Quick thinking shows, that this has a lot of room for improvement - not all moves are equal. In game of checkers - maybe move that ends up with removing opponents piece(s) from board should be ranked higher? Or move that makes your piece into king. So we need some kind of function that allow us evaluate different resulting game states after move and assign some numerical value to it. Typically this function is heuristical function. And usually values range from -1 to 1. -1 might be player A win, and 1 is player B win.
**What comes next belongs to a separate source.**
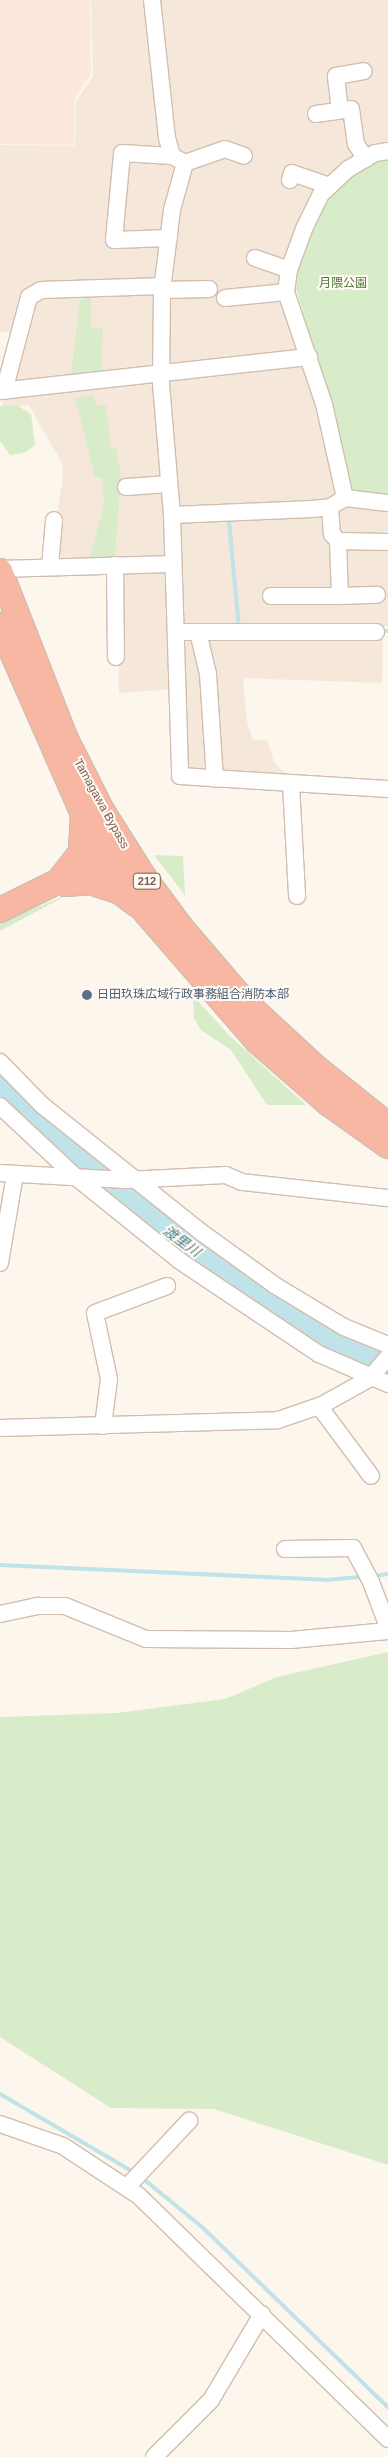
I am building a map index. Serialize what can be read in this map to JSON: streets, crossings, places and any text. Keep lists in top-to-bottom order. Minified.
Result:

And if we are able try out all the bossible moves one after each other - then we need just values of -1 and 1. And we can draw up path through all the moves that would lead us to our victory (if possible).
This is not possible in most of games.

For example, tic-tac-toe has 9 possible moves in first iteration. Then oponent has 8 moves after that, etc..
So we and up with 9! or fewer possible combos - just 362 880 terminal board positions. Easy to calculate to the end.
There are even books printed with them... (https://www.goodreads.com/en/book/show/18490871-tic-tac-tome)

Tree Tree Tree

For chess - its over 10^40 nodes. So we cannot construct the game tree in reality. We will just run out of memory and time.

Game tree

Tree (partial) of Tic-Tac-Toe

Tree

One player tries to go to +1 end state (MAX) and opponent to -1 end state (MIN).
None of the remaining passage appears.